DeSantis was responding during the news conference to comments delivered on Monday by Jen Psaki, press secretary to President Joe Biden.
A Florida reporter had asked her during a press briefing what the president thought about DeSantis’ recent comparison of Biden’s plan to establish clinics administered by the Federal Emergency Management Agency in the states to “FEMA camps.”
That was a reference to an old conspiracy theory you can read about here.
Since Trump left office, problems have emerged with his Operation Warp Speed vaccine development and distribution program — and distribution centers have been forced to stop taking appointments at least temporarily because of shortages.
DeSantis has been arguing that Florida already has a robust distribution network and has faulted the federal government for failure to send more vaccine.
Psaki said: “And I will note — because we’re data first here, fact first here — they’ve only distributed about 50 percent of the vaccines that they have been given in Florida. So, clearly, they have a good deal of the vaccine. That supply will need to continue to increase as they are able to effectively reach people across the state.”
DeSantis added Tuesday that Psaki’s comment ignored that any unadministered vaccine is reserved for second doses according to the protocol for the Pfizer and Moderna vaccines.
“The implication is, you should be giving those doses away to other people. That’s not the way the [U.S. Food and Drug Administration] has prescribed it,” DeSantis said.
“We are No. 1 by far with the number of seniors that have been able to be vaccinated, and we have the through-put that, if we can get more first doses given to Florida, we would be able to do that much more that much quickly,” he added.
“The possibilities really are endless and it’s just contingent on getting more of those first doses of the vaccine. But we are going to have second doses for senior citizens. If the White House is suggesting that we shouldn’t be doing that, I think that that’s not a good suggestion.”
DeSantis later posted a tweet making much the same point.
Nikki Fried, Florida’s commissioner of Agriculture and Consumer Services, and the only Democrat serving on the independently elected Florida Cabinet, also chimed in, via a fundraising appeal on Tuesday, referencing the 50 percent figure.

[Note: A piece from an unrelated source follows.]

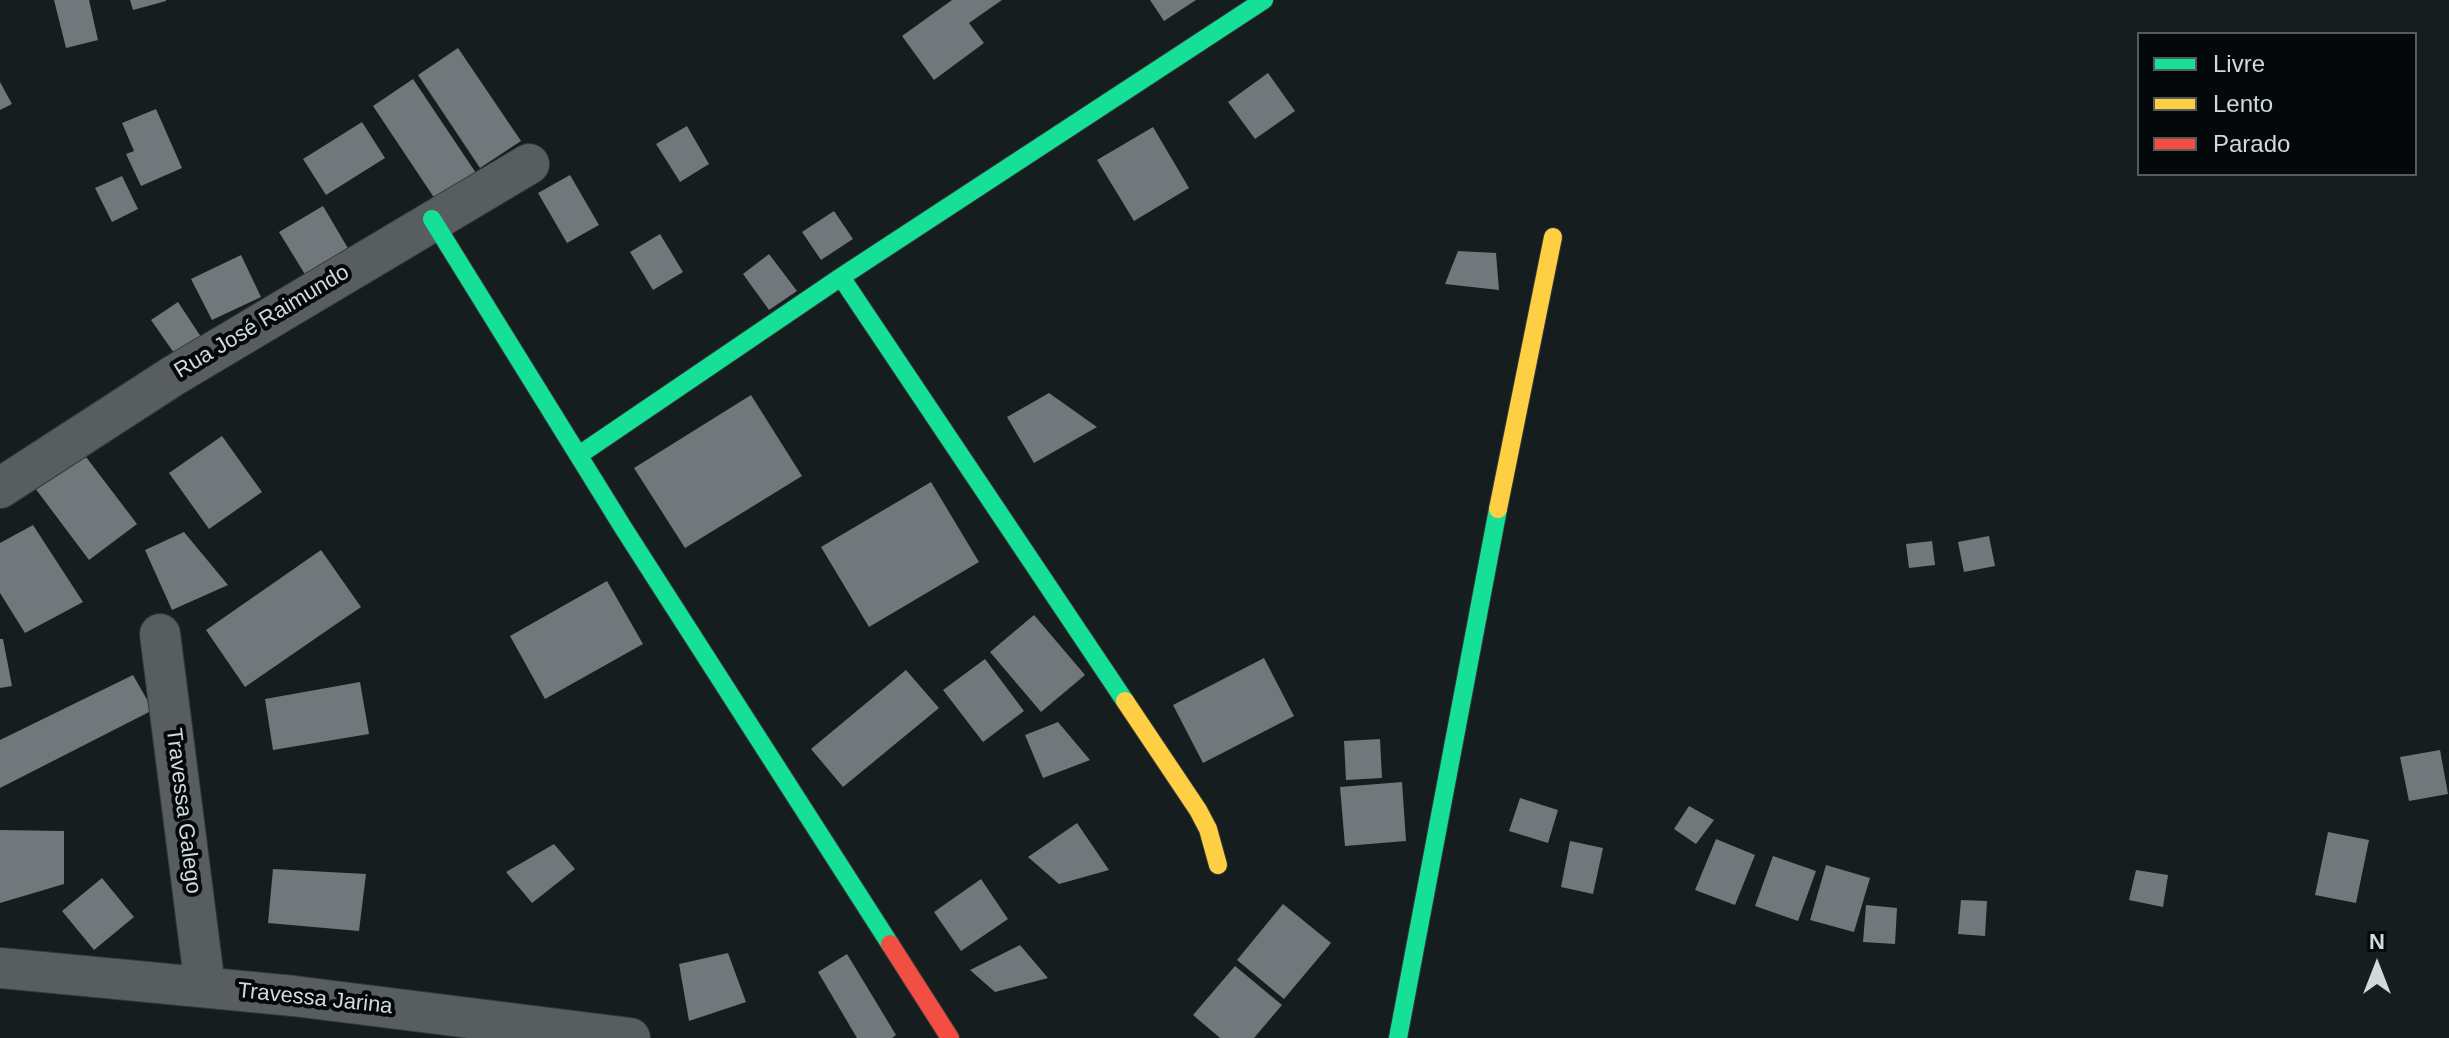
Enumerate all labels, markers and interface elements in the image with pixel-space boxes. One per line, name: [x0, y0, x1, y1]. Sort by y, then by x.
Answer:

She’s been a harsh critic of DeSantis’ COVID management, which closely followed Trump’s lead in resisting any statewide mandate to wear masks against viral transmission and importing medical figures without expertise in immunology to promote a “herd immunity” strategy — essentially, letting the coronavirus run its course among younger people while shielding vulnerable elders.

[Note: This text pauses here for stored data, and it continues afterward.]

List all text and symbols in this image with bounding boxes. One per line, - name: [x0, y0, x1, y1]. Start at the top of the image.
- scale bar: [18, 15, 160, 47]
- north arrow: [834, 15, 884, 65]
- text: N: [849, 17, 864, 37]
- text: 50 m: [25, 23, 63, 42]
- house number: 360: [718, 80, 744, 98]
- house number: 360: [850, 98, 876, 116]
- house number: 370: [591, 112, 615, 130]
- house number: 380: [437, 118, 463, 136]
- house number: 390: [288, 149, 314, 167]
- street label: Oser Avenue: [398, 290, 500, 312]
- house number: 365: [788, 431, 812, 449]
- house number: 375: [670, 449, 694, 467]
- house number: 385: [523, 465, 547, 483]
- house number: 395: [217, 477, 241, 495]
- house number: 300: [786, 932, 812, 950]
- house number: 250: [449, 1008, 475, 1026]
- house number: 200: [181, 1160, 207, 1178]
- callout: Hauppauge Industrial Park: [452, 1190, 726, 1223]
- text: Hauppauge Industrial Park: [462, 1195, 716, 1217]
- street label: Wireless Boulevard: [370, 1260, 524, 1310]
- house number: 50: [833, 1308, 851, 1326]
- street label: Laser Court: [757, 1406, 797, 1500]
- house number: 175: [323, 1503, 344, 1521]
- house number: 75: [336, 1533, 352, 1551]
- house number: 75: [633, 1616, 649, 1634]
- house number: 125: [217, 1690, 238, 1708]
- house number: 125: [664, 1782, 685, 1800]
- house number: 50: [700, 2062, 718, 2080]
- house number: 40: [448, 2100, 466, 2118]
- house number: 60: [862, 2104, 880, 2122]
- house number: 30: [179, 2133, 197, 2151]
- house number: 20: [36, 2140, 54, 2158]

“It’s clear that, in Florida, we need all the help we can get,” Fried wrote.
“Floridians are desperate to get vaccinated. Many seniors and those who are immunocompromised still need appointments. Black communities are getting vaccinated at a much lower rate than white communities. Without hesitation, the governor should accept assistance from President Biden.”
The state has enlisted Publix pharmacies as vaccine distribution centers, most recently in Indian River and St. Lucie counties, an expansion that will bring to 261 the number of Publix stores involved.
Additional doses are administered through hospitals, county health clinics, state-run drive-through sites, and churches and community centers.
According to the governor, Publix has been getting around 70,000 of the 266,000 doses per week the state has been receiving of late.
“They’re doing 50 to 100 shots at each store per day, so they can run through that pretty quickly,” he said.
“Again, whether you get it at a drive-through site, whether you get it at your local Publix,” he continued, “the important thing is that people are getting shots. We have the capacity; if we got more first doses, we could add a lane to a drive-through site. That’s very easy to do.”
The state also could bolster supplies to hospitals and county health departments, he said.
About those FEMA clinics — DeSantis has suggested it might take too long to set them up when the state already has a distribution network and that doing so might divert attention from shipping vaccine.